Assume that $(b_1,\ldots,b_m)$ is an orderd basis of $U$. Any projection $\pi_U(x)$ onto $U$ is necessarily an element of $U$. Therefore, they can be represented as a linear combination of the basis vectors $b_1,\ldots,b_n$ of $U$, such that $\pi_U(x)=\sum_{i=1}^{m}\lambda_ib_i$
1.Let us find the coordinates $\lambda_1,\ldots,\lambda_m$ of the projections with respect to $U$
$\pi_U(x)=\sum_{i=1}^{m}\lambda_ib_i=B\lambda$
$B=[b_1,\ldots,b_m] \in \mathbb{R}^{n \times m}$,$\lambda=[\lambda_1,\ldots,\lambda_m]^T \in \mathbb{R}^m$
It is noted that the vector connecting $x \in \mathbb{R}^n$ and $\pi_U(x)  \in U$ is orthogonal to all the basis vectors of $U$.Therefore we obtain $m$ simultaneous conditions.
$<b_1,x-\pi_U(x)> \quad = b_1^T(x-\pi_U(x))=0 $
$ \vdots $
$<b_m,x-\pi_U(x)> \quad = b_m^T(x-\pi_U(x))=0 $
since $\pi_U(x)=B\lambda $
$b_1^T(x-B\lambda)=0$
$ \vdots $
$ b_m^T(x-B \lambda)=0 $

So we get $m$ homogeneous equations
$\begin{bmatrix}
b_1\\
\vdots\\
b_m
\end{bmatrix}\begin{bmatrix}
x-B\lambda
\end{bmatrix}=0$

$B^T(x-B\lambda)=0$
$B^Tx=B^TB\lambda$

The last expression is called normal equation. Since $b_1,\ldots,b_m$ normal equation are a basis of $U$ and, therefore, linearly independent, $B^TB \in \mathbb{R}^m$ is regular and can be inverted.

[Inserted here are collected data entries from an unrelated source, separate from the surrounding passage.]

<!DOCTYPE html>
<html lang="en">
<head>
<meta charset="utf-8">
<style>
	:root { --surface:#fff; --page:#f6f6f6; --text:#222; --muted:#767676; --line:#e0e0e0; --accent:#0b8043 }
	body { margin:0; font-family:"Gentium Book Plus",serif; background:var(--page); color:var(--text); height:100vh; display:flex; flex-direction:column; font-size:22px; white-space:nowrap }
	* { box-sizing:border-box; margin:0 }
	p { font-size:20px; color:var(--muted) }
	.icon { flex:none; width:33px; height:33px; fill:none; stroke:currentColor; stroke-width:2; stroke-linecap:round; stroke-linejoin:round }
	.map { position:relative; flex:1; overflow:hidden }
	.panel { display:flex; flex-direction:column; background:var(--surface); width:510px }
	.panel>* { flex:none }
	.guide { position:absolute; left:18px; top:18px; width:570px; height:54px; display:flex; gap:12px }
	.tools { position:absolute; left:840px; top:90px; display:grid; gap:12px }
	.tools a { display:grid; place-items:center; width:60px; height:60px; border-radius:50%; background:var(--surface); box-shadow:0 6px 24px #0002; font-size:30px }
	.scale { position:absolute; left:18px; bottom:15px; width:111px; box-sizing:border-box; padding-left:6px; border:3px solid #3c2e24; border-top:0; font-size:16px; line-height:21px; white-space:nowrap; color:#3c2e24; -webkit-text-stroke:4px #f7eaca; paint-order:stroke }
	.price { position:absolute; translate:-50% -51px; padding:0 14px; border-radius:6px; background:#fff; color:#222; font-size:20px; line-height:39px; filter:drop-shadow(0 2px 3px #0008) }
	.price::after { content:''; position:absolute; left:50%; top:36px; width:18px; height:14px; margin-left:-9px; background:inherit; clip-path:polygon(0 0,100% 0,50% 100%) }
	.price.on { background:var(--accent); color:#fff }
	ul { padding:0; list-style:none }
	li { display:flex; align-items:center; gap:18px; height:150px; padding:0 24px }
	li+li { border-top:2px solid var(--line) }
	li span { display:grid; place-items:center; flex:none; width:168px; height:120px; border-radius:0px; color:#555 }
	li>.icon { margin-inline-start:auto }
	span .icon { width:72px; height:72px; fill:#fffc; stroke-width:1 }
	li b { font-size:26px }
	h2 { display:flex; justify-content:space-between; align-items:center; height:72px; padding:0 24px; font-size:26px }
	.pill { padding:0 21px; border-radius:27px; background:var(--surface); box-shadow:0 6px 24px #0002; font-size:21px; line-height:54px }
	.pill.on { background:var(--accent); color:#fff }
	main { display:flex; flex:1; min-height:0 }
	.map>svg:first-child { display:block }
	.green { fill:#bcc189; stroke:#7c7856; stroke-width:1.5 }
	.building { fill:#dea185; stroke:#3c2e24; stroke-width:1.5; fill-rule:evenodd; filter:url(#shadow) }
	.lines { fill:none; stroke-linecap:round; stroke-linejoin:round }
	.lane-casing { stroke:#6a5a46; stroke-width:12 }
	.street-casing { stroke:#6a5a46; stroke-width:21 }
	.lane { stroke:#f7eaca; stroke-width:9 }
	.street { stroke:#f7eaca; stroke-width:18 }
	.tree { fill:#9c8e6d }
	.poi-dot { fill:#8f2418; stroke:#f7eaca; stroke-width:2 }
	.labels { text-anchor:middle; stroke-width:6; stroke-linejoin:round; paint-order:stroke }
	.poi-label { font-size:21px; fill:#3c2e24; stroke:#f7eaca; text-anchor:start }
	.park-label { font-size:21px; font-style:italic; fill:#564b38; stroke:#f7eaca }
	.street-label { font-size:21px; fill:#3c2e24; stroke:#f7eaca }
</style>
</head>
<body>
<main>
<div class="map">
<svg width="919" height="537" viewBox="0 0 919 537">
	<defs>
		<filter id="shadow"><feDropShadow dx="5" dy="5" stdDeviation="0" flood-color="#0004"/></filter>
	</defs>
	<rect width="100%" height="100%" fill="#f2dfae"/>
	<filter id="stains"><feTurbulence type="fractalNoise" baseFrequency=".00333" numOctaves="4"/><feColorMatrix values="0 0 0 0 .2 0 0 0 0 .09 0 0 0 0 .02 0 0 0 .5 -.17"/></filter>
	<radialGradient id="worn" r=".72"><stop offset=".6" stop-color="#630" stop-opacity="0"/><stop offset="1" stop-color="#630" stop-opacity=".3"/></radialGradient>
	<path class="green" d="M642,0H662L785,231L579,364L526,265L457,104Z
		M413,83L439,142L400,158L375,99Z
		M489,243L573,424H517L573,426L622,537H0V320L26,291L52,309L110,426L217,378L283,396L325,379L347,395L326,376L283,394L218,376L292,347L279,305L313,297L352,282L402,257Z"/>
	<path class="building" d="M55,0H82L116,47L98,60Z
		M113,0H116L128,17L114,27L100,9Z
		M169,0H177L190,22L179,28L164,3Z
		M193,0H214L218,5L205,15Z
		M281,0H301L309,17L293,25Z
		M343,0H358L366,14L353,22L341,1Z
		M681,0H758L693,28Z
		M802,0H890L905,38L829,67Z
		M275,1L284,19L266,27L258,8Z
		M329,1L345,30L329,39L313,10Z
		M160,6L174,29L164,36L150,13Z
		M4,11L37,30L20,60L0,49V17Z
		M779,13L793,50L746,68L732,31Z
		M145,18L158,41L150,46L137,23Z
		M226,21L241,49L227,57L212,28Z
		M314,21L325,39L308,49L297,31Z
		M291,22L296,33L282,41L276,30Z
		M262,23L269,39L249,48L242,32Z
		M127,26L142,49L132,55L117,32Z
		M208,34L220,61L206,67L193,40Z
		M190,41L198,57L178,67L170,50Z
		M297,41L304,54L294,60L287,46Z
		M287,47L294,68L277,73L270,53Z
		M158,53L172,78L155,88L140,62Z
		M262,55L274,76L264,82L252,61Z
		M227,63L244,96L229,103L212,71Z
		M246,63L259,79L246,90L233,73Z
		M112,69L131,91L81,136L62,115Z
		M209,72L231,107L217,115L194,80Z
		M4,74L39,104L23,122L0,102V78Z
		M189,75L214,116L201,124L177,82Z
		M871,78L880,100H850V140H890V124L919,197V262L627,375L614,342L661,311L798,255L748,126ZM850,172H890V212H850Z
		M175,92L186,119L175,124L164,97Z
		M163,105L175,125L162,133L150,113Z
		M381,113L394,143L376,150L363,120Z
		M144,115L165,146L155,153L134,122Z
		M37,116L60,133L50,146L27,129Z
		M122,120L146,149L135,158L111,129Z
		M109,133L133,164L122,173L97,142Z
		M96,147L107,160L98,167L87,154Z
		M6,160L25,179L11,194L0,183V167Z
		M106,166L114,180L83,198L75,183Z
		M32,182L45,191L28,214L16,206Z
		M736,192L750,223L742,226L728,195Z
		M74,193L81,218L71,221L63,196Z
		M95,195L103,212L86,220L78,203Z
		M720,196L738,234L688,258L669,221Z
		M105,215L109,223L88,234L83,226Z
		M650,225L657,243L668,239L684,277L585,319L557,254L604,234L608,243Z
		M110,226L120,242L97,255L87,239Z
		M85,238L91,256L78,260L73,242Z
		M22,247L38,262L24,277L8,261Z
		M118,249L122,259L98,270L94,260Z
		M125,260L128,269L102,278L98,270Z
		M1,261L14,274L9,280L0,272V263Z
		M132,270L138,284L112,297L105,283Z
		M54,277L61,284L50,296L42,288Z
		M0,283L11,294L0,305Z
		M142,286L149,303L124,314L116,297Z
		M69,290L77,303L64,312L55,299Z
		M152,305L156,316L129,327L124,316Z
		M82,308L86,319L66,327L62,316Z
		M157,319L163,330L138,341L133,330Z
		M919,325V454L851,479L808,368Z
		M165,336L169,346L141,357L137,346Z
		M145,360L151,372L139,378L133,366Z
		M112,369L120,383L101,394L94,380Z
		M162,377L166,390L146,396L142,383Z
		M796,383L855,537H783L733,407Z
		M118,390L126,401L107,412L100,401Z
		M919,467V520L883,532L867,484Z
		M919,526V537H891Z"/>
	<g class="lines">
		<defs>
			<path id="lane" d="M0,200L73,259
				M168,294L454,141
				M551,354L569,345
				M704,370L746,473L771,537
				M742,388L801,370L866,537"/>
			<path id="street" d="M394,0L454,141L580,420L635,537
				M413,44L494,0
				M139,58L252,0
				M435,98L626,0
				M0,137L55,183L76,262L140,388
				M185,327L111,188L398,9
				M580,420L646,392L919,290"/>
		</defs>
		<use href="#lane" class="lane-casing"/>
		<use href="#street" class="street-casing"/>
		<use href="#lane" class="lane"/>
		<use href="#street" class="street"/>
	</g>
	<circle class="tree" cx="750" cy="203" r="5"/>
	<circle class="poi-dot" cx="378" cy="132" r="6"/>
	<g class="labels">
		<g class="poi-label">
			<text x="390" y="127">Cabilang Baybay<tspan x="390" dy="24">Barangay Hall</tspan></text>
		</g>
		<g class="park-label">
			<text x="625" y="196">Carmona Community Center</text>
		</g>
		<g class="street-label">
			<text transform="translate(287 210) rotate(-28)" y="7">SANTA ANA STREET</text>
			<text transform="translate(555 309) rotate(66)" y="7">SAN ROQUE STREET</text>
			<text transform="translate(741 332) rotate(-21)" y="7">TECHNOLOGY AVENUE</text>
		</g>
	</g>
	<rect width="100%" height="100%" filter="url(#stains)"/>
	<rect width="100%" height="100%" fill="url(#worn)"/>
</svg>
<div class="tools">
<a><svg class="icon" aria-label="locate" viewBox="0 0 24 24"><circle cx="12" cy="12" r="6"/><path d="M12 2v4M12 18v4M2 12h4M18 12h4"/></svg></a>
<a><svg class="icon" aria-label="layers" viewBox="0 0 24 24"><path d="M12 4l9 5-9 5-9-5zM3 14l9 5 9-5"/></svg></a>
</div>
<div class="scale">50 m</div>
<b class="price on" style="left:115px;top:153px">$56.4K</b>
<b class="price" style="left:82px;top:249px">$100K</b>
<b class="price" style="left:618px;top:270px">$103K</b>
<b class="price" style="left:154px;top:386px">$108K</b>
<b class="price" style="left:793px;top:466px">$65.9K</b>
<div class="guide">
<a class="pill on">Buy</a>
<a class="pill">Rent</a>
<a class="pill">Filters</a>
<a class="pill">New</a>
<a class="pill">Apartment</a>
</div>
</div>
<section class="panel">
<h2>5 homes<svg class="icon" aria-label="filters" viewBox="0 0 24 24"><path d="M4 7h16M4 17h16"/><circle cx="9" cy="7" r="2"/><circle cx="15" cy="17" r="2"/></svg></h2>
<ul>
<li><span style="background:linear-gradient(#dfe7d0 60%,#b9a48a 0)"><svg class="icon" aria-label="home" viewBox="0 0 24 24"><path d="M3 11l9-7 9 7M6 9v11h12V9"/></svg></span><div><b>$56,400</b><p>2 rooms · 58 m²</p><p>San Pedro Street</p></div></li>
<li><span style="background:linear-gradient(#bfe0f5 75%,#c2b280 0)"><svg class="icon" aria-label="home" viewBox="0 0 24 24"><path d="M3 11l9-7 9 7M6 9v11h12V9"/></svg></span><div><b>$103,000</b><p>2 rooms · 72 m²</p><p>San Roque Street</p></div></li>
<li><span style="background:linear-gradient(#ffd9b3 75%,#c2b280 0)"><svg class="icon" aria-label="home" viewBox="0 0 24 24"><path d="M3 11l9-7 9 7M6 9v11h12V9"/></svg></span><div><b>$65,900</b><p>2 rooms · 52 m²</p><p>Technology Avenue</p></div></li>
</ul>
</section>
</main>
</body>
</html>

This allows us to solve for the coefficients/coordinates
$\lambda=(B^TB)^{-1}B^Tx$
The matrix $\lambda=(B^TB)^{-1}B^T$ is also called the pseudo-inverse of $B$, which can be computed for the non square matrices $B$.It only requires that $B^TB$ is positive definite, which is the case if $B$ is full rank.

2.Find the projection $\pi_U(x) \in U$ .We know that $\pi_U(x)=B\lambda$
$\pi_U(x)=B(B^TB)^{-1}B^Tx$

3.Find the Projection matrix $P_\pi$

$P_\pi=B(B^TB)^{-1}B^T$

Note: The projection onto 1D is a special case ,if $dim(U)=1$, then $B^TB \in \mathbb{R}$ is a scalar and we can rewrite the projection matrix $P_\pi=B(B^TB)^{-1}B^T$ as $P_\pi=\frac{BB^T}{B^TB}$

Example
Projecting the point [6,0,0] onto the subspace spanned by [1,1,1] and [0,1,2]
import numpy as np
x=np.array([6,0,0])
B=np.array([[1,0],[1,1],[1,2]])
print("Projection Matrix B.(B.BT)^-1. BT")
P=np.dot(B.T,B)
P=np.linalg.inv(P)
P=P.dot(B.T)
P=B.dot(P)
print(P)
print("Projection Point")
xp=P.dot(x)
print(xp)
print("applying projection will not change anything")
xp=P.dot(x) 
print(xp)
print("Squaring the projection matrix P will give P")
print(P.dot(P))
o/p
Projection Matrix B.(B.BT)^-1. BT 
[[ 0.83333333 0.33333333 -0.16666667] 
 [ 0.33333333 0.33333333 0.33333333] 
 [-0.16666667 0.33333333 0.83333333]] 
Projection Point
 [ 5. 2. -1.] 
applying projection will not change anything 
[ 5. 2. -1.] 
Squaring the projection matrix P will give P 
[[ 0.83333333 0.33333333 -0.16666667] 
 [ 0.33333333 0.33333333 0.33333333]
 [-0.16666667 0.33333333 0.83333333]]








Remarks:The projections $\pi_U(x)$ are still vectors in $\mathbb{R}^n$ although they lie in an $m$-dimensional subspace $U \subseteq \mathbb{R}^n$. However, to represent a projected vector we only need the $m$ coordinates $\lambda_1,\ldots,\lambda_m$ with respect to the basis vectors $b_1,\ldots,b_m$ of $U$.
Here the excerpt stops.